Les levées dans le private equity reculent à leurs plus bas niveaux depuis 2003
A 41,3 milliards de dollars (33,4 milliards d’euros), les capitaux levés dans le secteur du capital investissement ont atteint leurs plus faibles niveaux depuis 2003 (19 milliards de dollars au troisième trimestre), selon des données de la société Preqin. Pour autant, «alors que les opérations commencent à reprendre, il va y avoir un besoin accru pour un nombre significatif de grands fonds de lancer de nouveaux véhicules vers fin 2010 et début 2011», relève Tim Friedman, porte-parole de Preqin.
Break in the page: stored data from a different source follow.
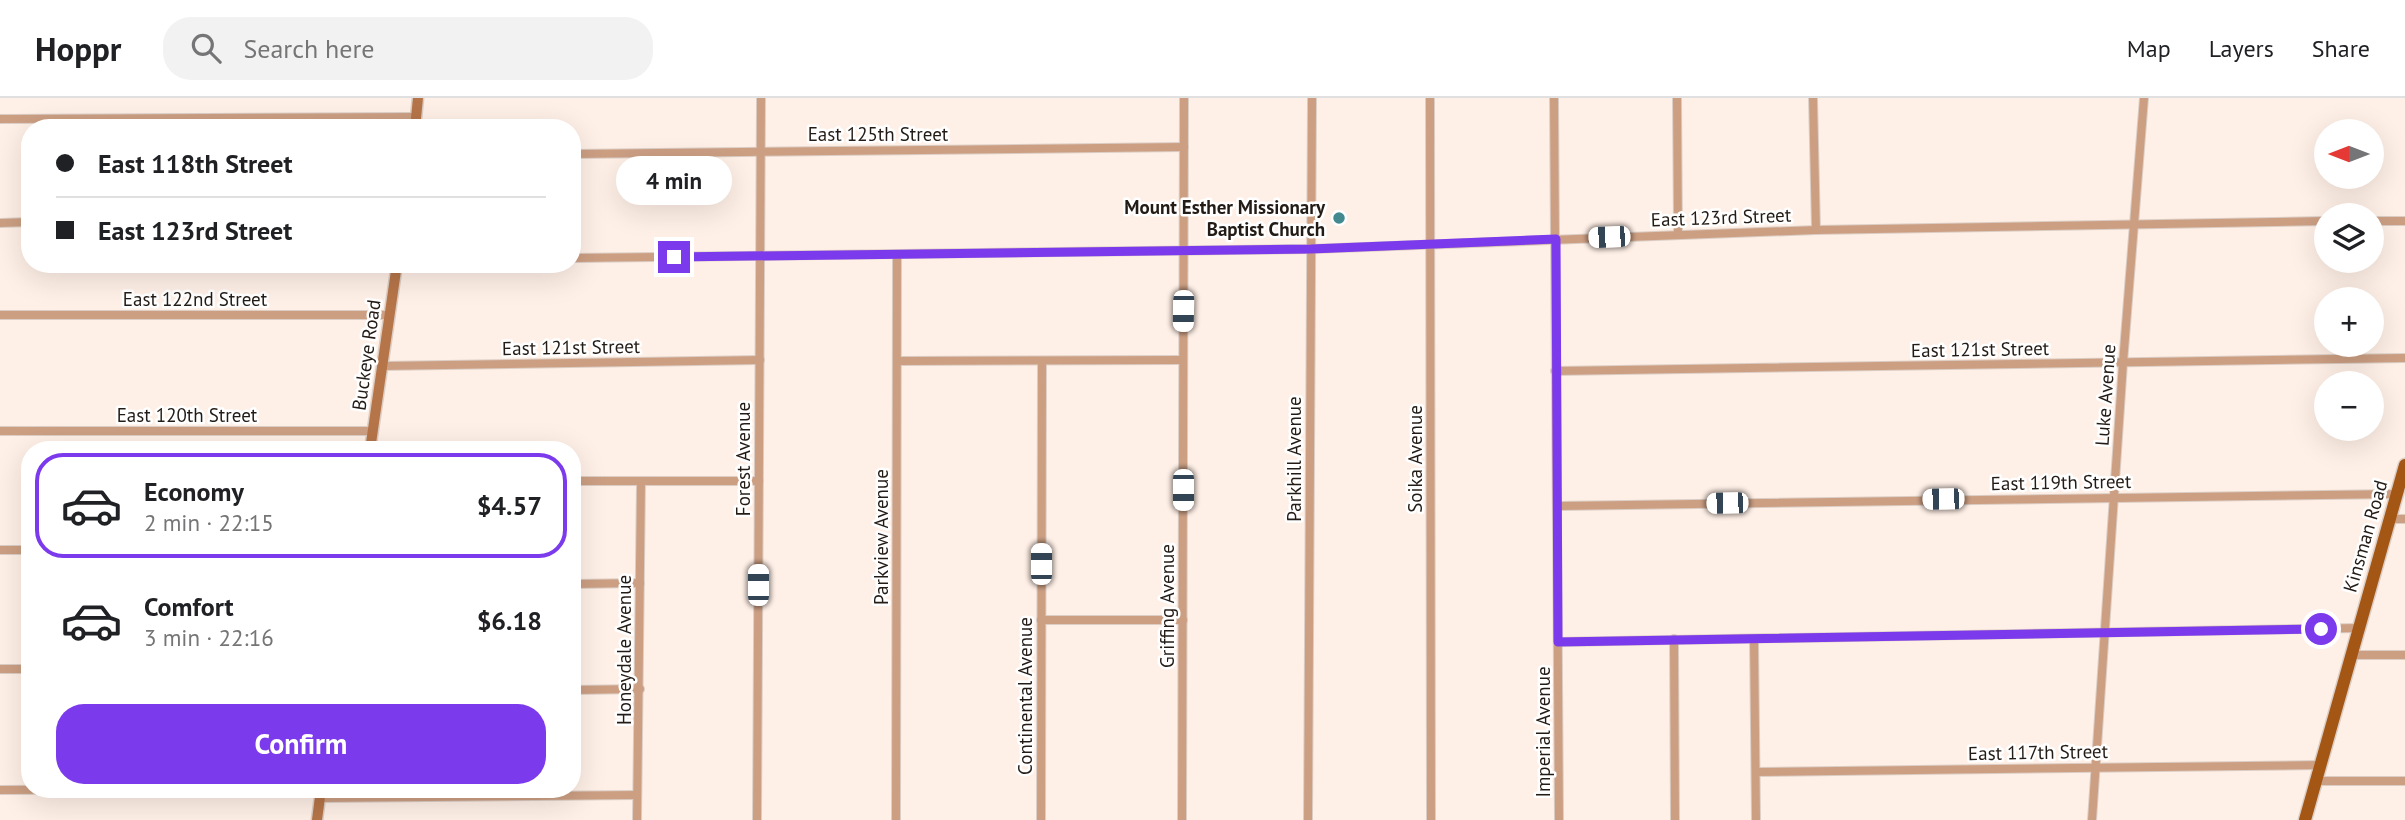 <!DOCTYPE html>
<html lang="en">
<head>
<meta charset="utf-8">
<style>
	:root { --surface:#fff; --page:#f2f2f2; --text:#202124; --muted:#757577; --line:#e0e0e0; --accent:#7c3aed }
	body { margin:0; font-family:"PT Sans",sans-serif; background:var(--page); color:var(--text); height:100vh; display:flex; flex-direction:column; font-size:26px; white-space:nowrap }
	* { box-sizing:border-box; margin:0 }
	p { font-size:23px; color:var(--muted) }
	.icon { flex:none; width:38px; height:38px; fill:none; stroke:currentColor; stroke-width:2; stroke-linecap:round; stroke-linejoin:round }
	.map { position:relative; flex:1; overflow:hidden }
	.drawer { position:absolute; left:21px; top:343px; width:560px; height:357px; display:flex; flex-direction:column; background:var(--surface); border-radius:28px; box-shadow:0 7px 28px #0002 }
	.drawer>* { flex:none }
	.banner { position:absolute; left:21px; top:21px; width:560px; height:154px; border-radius:28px; box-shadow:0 7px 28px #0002; display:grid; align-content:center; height:154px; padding:0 35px; background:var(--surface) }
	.needle { width:46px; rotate:270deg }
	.tools { position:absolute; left:2314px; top:21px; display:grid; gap:14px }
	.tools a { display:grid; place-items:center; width:70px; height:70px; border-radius:50%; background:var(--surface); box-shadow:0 7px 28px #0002; font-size:35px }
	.end { position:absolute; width:32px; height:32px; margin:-16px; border:9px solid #7c3aed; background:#fff; box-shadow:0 0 0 4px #fff }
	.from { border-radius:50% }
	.bubble { position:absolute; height:49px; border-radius:24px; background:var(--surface); box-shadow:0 7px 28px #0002; font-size:23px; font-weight:600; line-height:49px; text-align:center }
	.car { position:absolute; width:21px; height:42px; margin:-21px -10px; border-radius:9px; box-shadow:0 0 5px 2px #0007; background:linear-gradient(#fff 24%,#345 0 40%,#fff 0 76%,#345 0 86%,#fff 0) }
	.banner b { display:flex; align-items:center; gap:24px; height:66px; font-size:26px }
	.banner b+b { border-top:2px solid var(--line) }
	.banner i { width:18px; height:18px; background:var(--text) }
	ul { padding:12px 0 0; list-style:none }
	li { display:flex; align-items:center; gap:21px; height:105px; margin:0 14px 10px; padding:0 21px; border:4px solid transparent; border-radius:28px }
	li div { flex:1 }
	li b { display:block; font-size:26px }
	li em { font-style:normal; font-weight:600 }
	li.selected { border-color:var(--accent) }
	li>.icon { width:63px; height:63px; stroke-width:1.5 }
	.cta { display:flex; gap:14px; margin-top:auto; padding:14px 35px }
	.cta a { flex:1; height:80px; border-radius:28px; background:var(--accent); color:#fff; font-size:28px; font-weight:600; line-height:80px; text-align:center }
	header { display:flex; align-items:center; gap:42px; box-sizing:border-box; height:98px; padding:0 35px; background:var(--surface); border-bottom:2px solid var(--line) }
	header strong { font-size:33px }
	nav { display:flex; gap:38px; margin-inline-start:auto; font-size:24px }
	.search { width:490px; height:63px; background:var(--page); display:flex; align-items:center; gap:18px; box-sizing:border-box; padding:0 24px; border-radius:28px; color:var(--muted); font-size:26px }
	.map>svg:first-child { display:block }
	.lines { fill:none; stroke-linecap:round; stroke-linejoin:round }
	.street-casing { stroke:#dccec5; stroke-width:10 }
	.secondary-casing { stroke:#dccec5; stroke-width:13 }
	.primary-casing { stroke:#dccec5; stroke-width:15 }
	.street { stroke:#cc9f83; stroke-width:8 }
	.secondary { stroke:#b67549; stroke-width:10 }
	.primary { stroke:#a45614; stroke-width:12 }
	.route { stroke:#7c3aed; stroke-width:9 }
	.poi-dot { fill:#428990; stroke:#fff; stroke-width:2.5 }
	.labels { text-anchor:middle; stroke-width:5; stroke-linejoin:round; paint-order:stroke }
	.street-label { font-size:19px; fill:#231b15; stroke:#fff }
	.poi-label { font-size:19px; font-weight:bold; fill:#231b15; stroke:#fff; text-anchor:end }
</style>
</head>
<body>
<header>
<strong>Hoppr</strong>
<div class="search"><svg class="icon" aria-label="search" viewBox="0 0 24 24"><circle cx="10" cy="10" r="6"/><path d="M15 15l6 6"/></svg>Search here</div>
<nav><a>Map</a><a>Layers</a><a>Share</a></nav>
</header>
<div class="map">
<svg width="2405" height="722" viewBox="0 0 2405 722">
	<rect width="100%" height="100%" fill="#fff0e7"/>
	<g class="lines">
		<g class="street-casing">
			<g id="street">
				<path d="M1430,0L1431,722"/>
				<path d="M1554,0L1559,722"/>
				<path d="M1677,0L1678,136"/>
				<path d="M1813,0L1816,132"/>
				<path d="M0,21L416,19"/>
				<path d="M572,56L1184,49"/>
				<path d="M2371,123H2405"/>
				<path d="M0,125L30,124"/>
				<path d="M572,160L1311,151L1816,132L2326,123"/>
				<path d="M0,217H389"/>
				<path d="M897,263L1183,262"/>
				<path d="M382,268L760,262"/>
				<path d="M1555,273L2405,260"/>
				<path d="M0,333H373"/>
				<path d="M572,383H759"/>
				<path d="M1558,408L2397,396"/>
				<path d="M2390,421H2405"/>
				<path d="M0,452H30"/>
				<path d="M572,486L640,485"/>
				<path d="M1041,522H1183"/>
				<path d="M1674,541L1675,722"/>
				<path d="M1754,541L1756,722"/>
				<path d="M1558,544L2359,530"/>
				<path d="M2352,557H2405"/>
				<path d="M0,571H30"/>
				<path d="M572,592L640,591"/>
				<path d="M1757,674L2320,667"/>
				<path d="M2316,683H2405"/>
				<path d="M237,691H259"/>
				<path d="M0,692L186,691"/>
				<path d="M320,700L637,697"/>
				<path d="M637,722L641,383"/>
				<path d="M757,722L761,0"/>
				<path d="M896,722L897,156"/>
				<path d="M1041,722L1042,263"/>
				<path d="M1182,722L1184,0"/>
				<path d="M1308,722L1312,0"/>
				<path d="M2092,722L2123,265L2144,0"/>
			</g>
		</g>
		<g class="secondary-casing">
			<g id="secondary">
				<path d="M415,30L418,0"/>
				<path d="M370,352L397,166"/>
				<path d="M317,722L321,691"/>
			</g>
		</g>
		<g class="primary-casing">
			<path id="primary" d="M2305,722L2405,367"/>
		</g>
		<use href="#street" class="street"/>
		<use href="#secondary" class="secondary"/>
		<use href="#primary" class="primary"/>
	</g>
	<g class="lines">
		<path class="route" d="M674,159L1311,151L1556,141L1558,544L2321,531"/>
	</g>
	<circle class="poi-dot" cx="1339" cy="120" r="7"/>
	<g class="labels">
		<g class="street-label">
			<text x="878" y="43">East 125th Street</text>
			<text transform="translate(1721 119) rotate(-2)" y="7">East 123rd Street</text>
			<text x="195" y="208">East 122nd Street</text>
			<text transform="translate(571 249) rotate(-1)" y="7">East 121st Street</text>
			<text transform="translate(1980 251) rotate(-1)" y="7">East 121st Street</text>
			<text transform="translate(366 257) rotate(-82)" y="7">Buckeye Road</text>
			<text transform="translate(2105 297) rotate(-86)" y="7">Luke Avenue</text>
			<text x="187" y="324">East 120th Street</text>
			<text transform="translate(743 361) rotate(-90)" y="7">Forest Avenue</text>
			<text transform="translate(1294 361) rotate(-90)" y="7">Parkhill Avenue</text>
			<text transform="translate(1415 361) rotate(-90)" y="7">Soika Avenue</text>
			<text transform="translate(2061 384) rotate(-1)" y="7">East 119th Street</text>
			<text transform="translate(2365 438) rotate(-74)" y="7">Kinsman Road</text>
			<text transform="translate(881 439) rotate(-90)" y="7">Parkview Avenue</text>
			<text transform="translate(1167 508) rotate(-90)" y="7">Griffing Avenue</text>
			<text transform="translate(624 552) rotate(-90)" y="7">Honeydale Avenue</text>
			<text transform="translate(1025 598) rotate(-90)" y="7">Continental Avenue</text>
			<text transform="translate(1543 634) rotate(-90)" y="7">Imperial Avenue</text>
			<text transform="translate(2038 654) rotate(-1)" y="7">East 117th Street</text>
		</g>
		<g class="poi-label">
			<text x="1325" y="116">Mount Esther Missionary<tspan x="1325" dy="22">Baptist Church</tspan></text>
		</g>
	</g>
</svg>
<div class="tools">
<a><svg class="needle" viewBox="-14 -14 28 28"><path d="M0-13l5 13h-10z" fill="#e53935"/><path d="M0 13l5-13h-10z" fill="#757577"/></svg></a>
<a><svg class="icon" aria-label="layers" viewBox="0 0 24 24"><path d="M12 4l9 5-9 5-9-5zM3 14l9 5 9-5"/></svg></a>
<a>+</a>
<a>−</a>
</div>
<i class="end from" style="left:2321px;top:531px"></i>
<i class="end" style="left:674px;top:159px"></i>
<div class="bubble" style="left:616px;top:58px;width:116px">4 min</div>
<i class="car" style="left:1609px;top:139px;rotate:268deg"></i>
<i class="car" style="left:1183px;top:213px;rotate:181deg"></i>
<i class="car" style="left:1183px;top:392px;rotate:180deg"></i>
<i class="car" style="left:1943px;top:401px;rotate:269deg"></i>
<i class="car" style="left:1727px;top:405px;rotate:269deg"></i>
<i class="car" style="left:1041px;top:466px;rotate:0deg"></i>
<i class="car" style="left:758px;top:487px;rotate:0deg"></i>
<div class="banner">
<b><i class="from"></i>East 118th Street</b>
<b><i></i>East 123rd Street</b>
</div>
<section class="drawer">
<ul>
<li class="selected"><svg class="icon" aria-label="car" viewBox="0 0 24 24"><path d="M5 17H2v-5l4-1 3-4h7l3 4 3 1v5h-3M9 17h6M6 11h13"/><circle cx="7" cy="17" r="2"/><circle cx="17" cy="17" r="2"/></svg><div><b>Economy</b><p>2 min · 22:15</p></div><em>$4.57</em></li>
<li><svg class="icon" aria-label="car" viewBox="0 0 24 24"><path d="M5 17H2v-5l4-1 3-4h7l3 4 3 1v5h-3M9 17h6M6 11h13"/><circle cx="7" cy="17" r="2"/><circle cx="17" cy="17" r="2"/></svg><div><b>Comfort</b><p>3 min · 22:16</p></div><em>$6.18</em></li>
</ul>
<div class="cta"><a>Confirm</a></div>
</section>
</div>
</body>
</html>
Mais la donne a été modifiée. Dans le sillage de la crise, les investisseurs institutionnels (LP, limited partners) ont vu leur pouvoir de négociation accru face aux fonds d’investissement. 81% d’entre eux ont ainsi constaté un rééquilibrage en leur faveur l’an passé concernant les termes et conditions des levées de nouveaux véhicules, selon un sondage réalisé par Preqin en mai dernier auprès de cinquante LP.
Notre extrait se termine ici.